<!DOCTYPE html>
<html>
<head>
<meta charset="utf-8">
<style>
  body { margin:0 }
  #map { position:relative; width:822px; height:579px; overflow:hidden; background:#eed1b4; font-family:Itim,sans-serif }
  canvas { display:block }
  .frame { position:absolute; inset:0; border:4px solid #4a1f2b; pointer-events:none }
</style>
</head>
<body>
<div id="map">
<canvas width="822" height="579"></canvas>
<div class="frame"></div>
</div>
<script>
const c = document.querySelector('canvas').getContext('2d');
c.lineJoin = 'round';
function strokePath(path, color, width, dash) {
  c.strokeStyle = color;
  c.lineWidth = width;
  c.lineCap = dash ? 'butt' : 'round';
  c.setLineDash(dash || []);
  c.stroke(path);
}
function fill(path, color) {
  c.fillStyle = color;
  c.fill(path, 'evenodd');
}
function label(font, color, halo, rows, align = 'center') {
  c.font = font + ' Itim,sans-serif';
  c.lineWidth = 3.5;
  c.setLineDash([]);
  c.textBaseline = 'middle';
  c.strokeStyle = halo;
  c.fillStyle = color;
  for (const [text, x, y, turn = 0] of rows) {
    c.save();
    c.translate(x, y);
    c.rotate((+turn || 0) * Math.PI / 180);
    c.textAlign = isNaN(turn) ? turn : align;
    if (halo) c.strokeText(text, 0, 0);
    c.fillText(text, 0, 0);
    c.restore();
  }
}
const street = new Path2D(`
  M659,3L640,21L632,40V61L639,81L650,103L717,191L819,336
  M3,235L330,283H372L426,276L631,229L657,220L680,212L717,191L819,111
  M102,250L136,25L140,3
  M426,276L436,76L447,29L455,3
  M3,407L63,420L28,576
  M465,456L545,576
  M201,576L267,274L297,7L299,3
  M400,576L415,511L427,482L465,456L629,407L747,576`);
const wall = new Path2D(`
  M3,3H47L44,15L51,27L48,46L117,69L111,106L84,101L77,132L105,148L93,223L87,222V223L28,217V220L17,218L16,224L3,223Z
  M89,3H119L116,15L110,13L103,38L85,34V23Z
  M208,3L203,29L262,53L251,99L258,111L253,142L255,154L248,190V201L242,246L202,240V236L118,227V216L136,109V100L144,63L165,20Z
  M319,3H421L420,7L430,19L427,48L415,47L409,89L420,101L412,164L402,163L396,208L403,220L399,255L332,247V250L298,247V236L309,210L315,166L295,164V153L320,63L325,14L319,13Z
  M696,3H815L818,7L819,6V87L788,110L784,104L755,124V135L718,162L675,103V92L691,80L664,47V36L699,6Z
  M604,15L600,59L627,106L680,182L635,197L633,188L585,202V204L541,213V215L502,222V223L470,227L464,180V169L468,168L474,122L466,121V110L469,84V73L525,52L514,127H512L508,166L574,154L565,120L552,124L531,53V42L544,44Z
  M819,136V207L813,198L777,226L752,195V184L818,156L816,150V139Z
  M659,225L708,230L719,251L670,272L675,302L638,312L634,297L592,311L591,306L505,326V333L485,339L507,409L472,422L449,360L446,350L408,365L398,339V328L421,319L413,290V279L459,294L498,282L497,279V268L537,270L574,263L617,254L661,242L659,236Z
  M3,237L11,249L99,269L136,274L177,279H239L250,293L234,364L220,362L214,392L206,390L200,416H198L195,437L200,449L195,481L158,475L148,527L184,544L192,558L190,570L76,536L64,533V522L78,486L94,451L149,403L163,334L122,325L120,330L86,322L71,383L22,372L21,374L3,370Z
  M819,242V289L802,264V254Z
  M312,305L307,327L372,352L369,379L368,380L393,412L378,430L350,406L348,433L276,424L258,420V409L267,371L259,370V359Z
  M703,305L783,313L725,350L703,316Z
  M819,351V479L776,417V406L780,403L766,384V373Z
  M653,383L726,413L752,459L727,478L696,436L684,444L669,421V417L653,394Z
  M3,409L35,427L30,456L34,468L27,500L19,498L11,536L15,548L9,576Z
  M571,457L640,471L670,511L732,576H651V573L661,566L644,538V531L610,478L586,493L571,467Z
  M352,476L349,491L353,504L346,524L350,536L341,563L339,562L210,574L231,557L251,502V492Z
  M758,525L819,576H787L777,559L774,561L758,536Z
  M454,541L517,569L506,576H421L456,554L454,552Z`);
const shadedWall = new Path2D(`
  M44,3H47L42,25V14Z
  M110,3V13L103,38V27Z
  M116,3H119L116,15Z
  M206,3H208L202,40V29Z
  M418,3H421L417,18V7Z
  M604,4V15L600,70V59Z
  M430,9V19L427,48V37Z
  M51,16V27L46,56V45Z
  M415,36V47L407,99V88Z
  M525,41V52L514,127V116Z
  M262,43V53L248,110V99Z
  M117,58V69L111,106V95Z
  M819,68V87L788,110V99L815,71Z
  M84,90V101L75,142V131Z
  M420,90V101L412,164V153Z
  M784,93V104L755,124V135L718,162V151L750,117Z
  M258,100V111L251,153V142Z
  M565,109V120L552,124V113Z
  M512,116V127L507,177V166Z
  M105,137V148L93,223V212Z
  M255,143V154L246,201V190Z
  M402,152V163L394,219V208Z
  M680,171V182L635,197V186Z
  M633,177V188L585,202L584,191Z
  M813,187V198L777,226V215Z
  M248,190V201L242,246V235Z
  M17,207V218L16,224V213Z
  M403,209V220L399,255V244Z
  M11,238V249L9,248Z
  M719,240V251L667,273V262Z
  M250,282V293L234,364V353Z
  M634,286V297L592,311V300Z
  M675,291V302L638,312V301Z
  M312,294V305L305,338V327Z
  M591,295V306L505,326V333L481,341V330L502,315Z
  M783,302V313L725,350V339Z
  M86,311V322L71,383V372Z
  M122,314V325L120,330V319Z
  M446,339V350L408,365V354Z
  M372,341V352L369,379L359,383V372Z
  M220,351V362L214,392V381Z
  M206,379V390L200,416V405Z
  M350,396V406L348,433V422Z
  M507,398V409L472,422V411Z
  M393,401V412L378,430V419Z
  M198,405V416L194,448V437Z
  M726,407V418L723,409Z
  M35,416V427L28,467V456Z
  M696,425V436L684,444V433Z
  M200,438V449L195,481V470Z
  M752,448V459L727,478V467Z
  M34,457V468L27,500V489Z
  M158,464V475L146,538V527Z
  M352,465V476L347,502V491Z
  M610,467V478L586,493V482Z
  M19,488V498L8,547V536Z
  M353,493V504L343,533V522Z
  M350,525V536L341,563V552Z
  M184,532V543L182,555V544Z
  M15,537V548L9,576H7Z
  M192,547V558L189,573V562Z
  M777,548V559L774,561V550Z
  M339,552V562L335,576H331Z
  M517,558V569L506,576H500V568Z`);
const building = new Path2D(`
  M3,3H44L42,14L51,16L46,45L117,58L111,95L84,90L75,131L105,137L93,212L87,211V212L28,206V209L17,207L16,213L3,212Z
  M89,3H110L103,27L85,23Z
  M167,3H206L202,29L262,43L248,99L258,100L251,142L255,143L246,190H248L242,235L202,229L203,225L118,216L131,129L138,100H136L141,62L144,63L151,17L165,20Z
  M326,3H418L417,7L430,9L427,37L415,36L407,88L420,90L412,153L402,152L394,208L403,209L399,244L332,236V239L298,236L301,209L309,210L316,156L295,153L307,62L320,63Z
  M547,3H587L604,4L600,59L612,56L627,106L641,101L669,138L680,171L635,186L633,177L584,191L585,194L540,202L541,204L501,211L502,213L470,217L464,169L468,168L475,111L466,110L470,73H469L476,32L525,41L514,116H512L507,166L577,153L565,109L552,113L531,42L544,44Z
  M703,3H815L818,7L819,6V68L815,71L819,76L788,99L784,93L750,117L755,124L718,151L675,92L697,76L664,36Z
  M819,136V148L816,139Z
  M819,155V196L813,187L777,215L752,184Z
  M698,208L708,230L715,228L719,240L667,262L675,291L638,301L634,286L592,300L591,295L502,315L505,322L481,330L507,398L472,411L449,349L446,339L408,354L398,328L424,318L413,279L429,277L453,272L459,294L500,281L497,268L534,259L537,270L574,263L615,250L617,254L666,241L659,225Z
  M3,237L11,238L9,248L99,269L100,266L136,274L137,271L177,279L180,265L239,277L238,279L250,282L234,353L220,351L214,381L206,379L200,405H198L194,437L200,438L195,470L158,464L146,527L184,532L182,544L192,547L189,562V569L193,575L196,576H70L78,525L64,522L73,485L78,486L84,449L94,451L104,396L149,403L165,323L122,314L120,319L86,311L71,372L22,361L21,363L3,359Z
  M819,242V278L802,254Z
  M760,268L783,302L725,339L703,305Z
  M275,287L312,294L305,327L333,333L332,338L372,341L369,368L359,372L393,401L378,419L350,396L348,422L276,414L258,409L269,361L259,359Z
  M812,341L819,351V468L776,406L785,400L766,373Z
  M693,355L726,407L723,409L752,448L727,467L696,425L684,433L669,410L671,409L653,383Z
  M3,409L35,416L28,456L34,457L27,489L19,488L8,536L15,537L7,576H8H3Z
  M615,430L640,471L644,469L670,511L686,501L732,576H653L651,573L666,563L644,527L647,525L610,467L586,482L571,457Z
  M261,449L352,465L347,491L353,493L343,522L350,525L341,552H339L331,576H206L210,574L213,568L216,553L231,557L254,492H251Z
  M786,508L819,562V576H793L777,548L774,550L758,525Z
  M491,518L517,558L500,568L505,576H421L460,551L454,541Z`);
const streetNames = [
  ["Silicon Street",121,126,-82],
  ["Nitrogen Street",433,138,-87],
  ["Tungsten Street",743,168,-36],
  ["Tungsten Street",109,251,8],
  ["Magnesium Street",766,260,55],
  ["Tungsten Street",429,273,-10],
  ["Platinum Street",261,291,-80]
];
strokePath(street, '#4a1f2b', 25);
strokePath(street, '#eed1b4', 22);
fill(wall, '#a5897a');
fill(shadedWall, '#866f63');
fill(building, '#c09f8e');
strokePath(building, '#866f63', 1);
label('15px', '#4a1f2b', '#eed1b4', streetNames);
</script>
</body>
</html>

•••••

### AIM OF THE EXERCISE
All lines with the string "strokeStyle" must be copied from the data.

### RESPONSE TO THIS TASK
  c.strokeStyle = color;
  c.strokeStyle = halo;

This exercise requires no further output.